I’ve seen a lot of people have perfect normal lives on the surface. Everything was going great and they fit in great and then suddenly their first breakdown came probably because they’d ignored a thousand little ones. And then when the big one came, it’s like they ended up in a mental hospital. Their families put them in a mental hospital, didn’t give them the nurturing and the support that they desperately needed. The support that their families never gave them when they were young children at the very beginning. Never gave them the support all the way along and then they had the breakdown and then the family put them somewhere else. Let the psychiatrists and the therapists put them back together. Let them drug them and make them look normal again. Killed their process of breakdown. Turned them into broken false selves who now are drugged and extra super traumatized.

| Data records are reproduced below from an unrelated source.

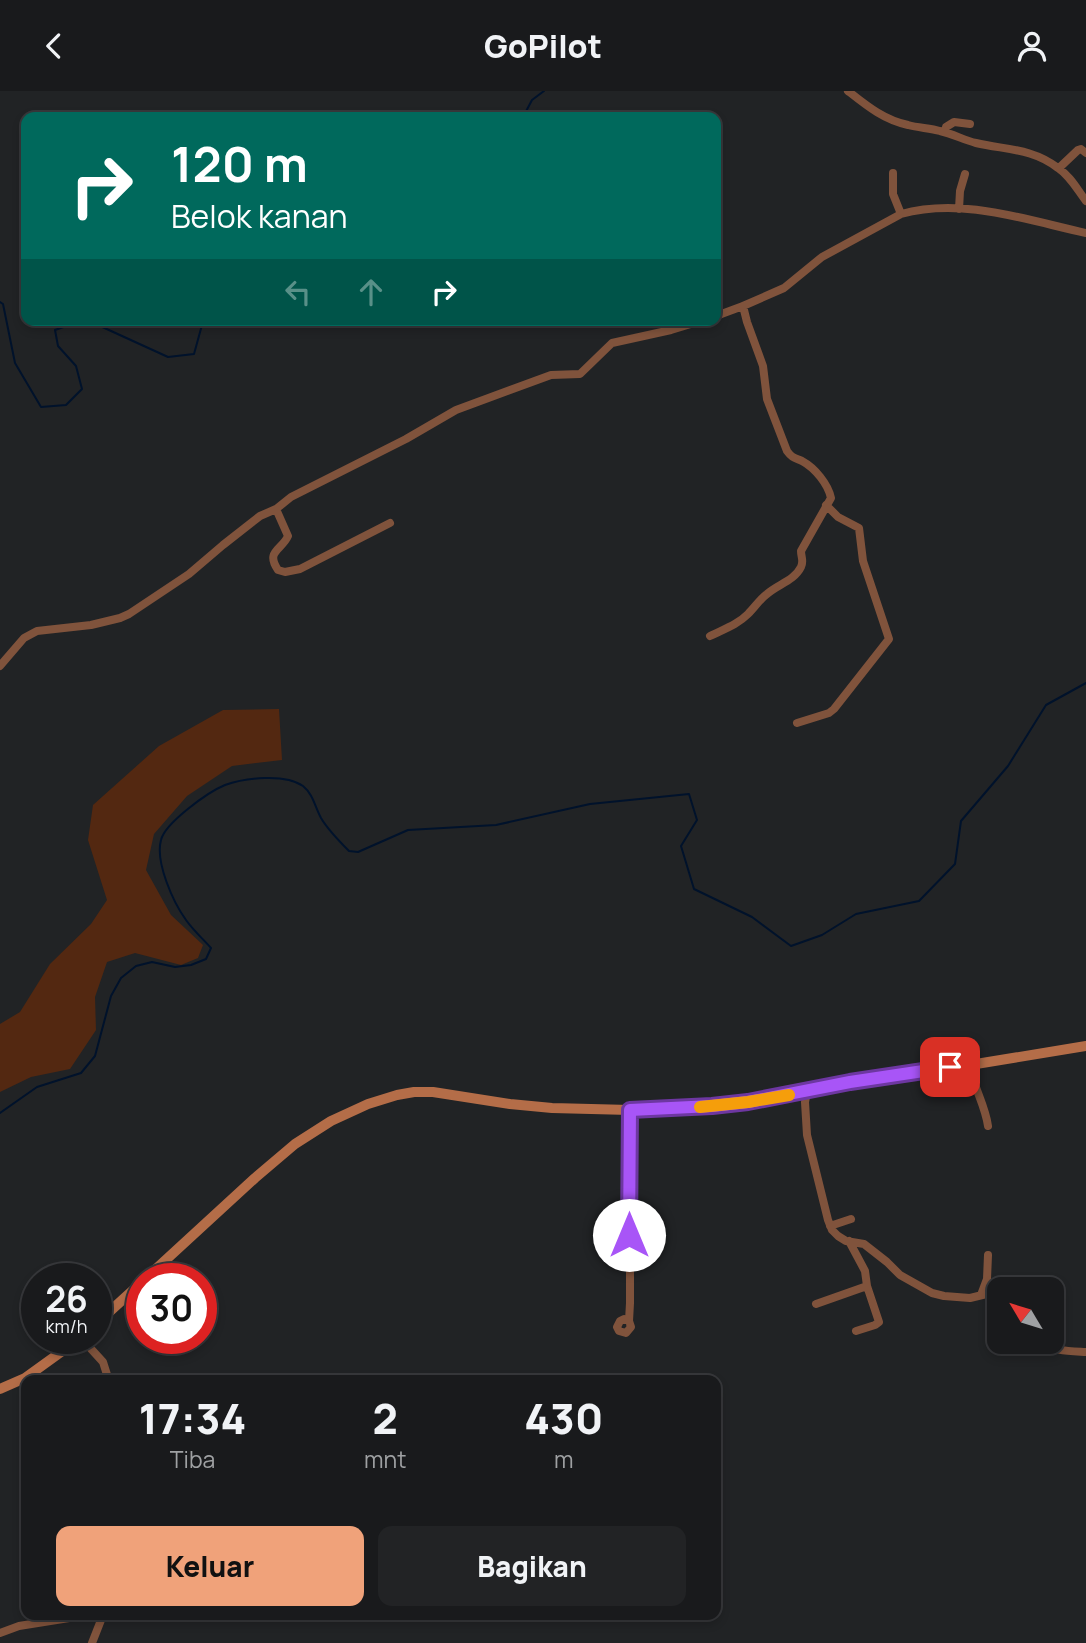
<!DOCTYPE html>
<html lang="id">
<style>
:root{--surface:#191a1c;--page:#222325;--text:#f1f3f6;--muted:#9fa1a3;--line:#37383b;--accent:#f0a27a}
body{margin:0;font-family:Manrope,sans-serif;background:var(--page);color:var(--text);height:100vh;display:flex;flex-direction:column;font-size:26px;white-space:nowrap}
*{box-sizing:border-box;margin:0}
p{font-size:23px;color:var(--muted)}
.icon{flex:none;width:38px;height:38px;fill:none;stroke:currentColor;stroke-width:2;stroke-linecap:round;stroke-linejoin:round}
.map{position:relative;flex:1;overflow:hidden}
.drawer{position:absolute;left:21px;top:1284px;width:700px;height:245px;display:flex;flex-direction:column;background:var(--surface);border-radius:14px;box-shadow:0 4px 10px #0003,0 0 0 2px var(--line)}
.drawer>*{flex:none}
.hud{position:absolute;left:21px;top:21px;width:700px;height:214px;border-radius:14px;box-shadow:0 4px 10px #0003,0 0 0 2px var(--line);background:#00695c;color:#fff;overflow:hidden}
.needle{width:46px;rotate:308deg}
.fabs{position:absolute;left:987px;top:1186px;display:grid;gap:14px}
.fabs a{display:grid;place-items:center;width:77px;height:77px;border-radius:14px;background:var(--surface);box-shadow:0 4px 10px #0003,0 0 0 2px var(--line);font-size:35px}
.speed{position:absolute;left:21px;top:1172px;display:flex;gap:14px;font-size:35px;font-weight:700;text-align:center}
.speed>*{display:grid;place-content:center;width:91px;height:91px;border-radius:50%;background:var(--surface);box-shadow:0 4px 10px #0003,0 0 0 2px var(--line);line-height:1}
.speed small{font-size:18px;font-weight:400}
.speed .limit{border:10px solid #d22;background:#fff;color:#111}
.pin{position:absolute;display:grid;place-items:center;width:60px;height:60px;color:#fff;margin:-30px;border-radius:14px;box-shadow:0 4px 10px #0006}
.me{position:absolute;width:77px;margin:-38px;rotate:0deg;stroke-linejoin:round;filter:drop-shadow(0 0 5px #0008)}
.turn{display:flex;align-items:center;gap:24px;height:147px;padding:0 35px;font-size:32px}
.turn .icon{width:91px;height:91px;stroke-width:2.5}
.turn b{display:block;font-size:49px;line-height:60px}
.lanes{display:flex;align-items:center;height:66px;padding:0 35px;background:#0003;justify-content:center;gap:35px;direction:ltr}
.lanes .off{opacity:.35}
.eta{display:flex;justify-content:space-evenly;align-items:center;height:119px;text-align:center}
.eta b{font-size:42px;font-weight:800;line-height:49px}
.button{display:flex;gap:14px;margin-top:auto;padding:14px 35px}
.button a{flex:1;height:80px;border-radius:14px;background:var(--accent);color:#111;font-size:28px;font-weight:800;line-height:80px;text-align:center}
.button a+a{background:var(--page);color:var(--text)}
header{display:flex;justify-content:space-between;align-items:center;height:91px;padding:0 35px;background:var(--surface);font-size:32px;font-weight:800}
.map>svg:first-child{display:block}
.green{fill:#532811}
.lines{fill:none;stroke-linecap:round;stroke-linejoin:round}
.stream{stroke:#00122b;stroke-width:2}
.street{stroke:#80533c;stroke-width:8}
.secondary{stroke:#b46d48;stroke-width:10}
.route-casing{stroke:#6d37a1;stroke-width:18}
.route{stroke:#a855f7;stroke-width:12}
.slow{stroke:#f59e0b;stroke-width:12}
</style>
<header><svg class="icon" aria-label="back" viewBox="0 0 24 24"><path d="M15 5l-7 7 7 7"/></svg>GoPilot<svg class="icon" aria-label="person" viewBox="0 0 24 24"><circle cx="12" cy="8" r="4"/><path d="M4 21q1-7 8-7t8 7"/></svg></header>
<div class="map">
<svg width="1086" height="1552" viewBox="0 0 1086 1552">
<rect width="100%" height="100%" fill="#212325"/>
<path class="green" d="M279,618l3,51 -50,6 -45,30 -33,38 -8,36 25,45 32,30 -5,13 -17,7 -46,-12 -28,9 -12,35 1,33 -26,39 -39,8 -31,15v-68l20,-12 30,-48 41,-40 16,-24 -19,-60 5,-35 66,-59 64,-36z"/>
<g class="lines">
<path class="stream" d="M523,26l9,-17 12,-9
M0,211l3,2 12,59 26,44 25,-2 16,-16 -6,-23 -18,-20 -3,-16 28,-10
M87,229l81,37 26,-3 8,-29 8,-5
M0,1022l37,-26 44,-14 14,-17 16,-60 10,-18 15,-12 16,-4 23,5 16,-2 15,-6 5,-11c-8,-9 -18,-18 -25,-28 -13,-18 -31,-58 -25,-80 4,-17 47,-48 64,-55 19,-7 60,-12 78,1 10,8 12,21 18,32 7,12 18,23 28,33l9,1 50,-22 88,-5 94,-21 99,-10 8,26 -16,26 13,43 58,28 39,29 31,-11 34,-21 63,-13 36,-37 6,-43 47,-55 38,-61 40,-22"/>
<path class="street" d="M848,0c19,15 36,29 60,34 11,3 22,3 32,6 13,3 24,9 36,12 30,7 56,5 82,25 12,8 19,21 28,33
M945,41l1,-5 8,-5 16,2
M1059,77l19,-18 3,-1 5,4
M893,82v21l8,20
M959,118l1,-18 5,-17
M716,225l27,-10 41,-18 38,-31 79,-43c61,-17 125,6 185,19
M276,418l12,27c-6,14 -23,15 -10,34l7,2 15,-3 90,-46
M710,545c14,-7 27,-11 38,-22 7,-7 12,-15 19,-20 11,-10 27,-13 34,-27 3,-6 0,-10 0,-16l30,-53c-3,-14 -16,-30 -29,-37 -7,-3 -10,-3 -15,-10l-20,-52 -4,-33 -16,-44 -4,-16
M0,575l24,-28 13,-7 54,-6 29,-7 9,-4 60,-40 34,-29 37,-29 16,-7 15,-12 115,-58 50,-29 95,-35 29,-1 32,-31 59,-13 33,-10
M797,632l32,-10 5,-4 55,-70 -26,-78 -4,-33 -21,-11 -12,-12
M970,974c3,22 15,39 18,61
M807,1001l-2,10 2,33 21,85 4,10 6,6 8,5 18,3 23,18 13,13 32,18 12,3 26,2 29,-7
M830,1135l21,-7
M981,1204l6,-16 1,-24
M816,1213l51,-18 -2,-15 -16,-30
M629,1230l-5,-2 -4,2 -3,6 2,4 7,2 5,-6 -2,-6 1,-18v-193
M856,1240l19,-6 4,-3 -12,-36
M82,1248l21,23 6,19
M1039,1251c13,9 31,9 47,10
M0,1542l19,-7 69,-11
M92,1552l11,-28"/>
<path class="secondary" d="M145,1188l110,-101 40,-34 36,-23 37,-17 29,-9 17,-3h19l77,12 42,4 78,2 82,-4 36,-4 59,-10 43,-10 80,-13 40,-4 116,-19
M96,1233l46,-42
M0,1298l25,-11 54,-39"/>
</g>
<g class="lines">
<defs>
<path id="route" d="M629,1144l1,-125 82,-4 36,-4 102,-20 100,-15"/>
</defs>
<use href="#route" class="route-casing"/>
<use href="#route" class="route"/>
<path class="slow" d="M700,1016l48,-5 41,-7"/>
</g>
</svg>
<div class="fabs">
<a><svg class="needle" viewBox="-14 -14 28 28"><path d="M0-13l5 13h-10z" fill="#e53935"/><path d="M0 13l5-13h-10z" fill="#9fa1a3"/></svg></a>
</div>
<div class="speed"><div>26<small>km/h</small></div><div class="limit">30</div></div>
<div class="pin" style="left:950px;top:976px;background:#d93025"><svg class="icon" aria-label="arrive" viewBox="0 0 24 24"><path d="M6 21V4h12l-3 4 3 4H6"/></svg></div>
<svg class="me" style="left:629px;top:1144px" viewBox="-20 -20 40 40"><circle r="19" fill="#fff"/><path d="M0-13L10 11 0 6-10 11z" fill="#a855f7"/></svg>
<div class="hud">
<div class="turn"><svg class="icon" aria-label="right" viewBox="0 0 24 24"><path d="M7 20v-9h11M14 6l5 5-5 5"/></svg><div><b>120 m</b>Belok kanan</div></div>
<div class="lanes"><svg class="icon off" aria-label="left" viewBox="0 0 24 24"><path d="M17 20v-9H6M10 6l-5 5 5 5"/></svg><svg class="icon off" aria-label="ahead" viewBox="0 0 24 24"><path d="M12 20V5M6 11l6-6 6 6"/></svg><svg class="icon" aria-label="right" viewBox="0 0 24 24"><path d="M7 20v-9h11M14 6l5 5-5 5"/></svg></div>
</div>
<section class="drawer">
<div class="eta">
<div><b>17:34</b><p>Tiba</p></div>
<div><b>2</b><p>mnt</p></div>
<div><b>430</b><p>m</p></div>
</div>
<div class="button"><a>Keluar</a><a>Bagikan</a></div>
</section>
</div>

So the ideal, I think the ideal is to have smaller breakdowns, learning how to gain strength and resilience through our smaller breakdowns. So we can know how to handle the bigger ones. So that when the bigger ones come, the bigger breakdown being the loss of the false self in the biggest way of all and the upwelling feelings of trauma that we know how to deal with it. We know how to deal with the grieving process. We know how to have a relationship with our self when all around us is lost and failing.
Maybe we’ve even built up some external allies in the world who really love our true selves. Maybe we’ve learned how to be independent away from the people who originally traumatized us. I think sometimes when I come here and talk in other people the impression that I’m all the way healed, that I’ve come out the healing process, that I’m on the other side of it, that I’m fully healed. Oh, I’m not.
Yet I have come through a lot of breakdowns, have done so much healing, so many breakthroughs, so much increased strength and knowledge and experience and hard-won wisdom. And this does help me, but it’s not full protection. Still, some parts of me on the inside are still a hurt little child. Probably always will be in this crazy world that’s so against healing.
And that’s the other thing. No matter how much I as an individual heal with the allies I have around me, the small number of allies in this world, I slash we live in an insane world. Just look around. It’s like it’s so nuts. It’s so against healing. And so to heal, to hold it as an ideal, to heal, that is to have breakdowns and make sense of them, make meaning out of them, find our self, find more parts of ourself, find more pebbles of beautiful carnelian inside of ourselves and hold them in front of us as the true self, who we are. It’s hard. It’s possible. And it’s the only way that I know to go forward.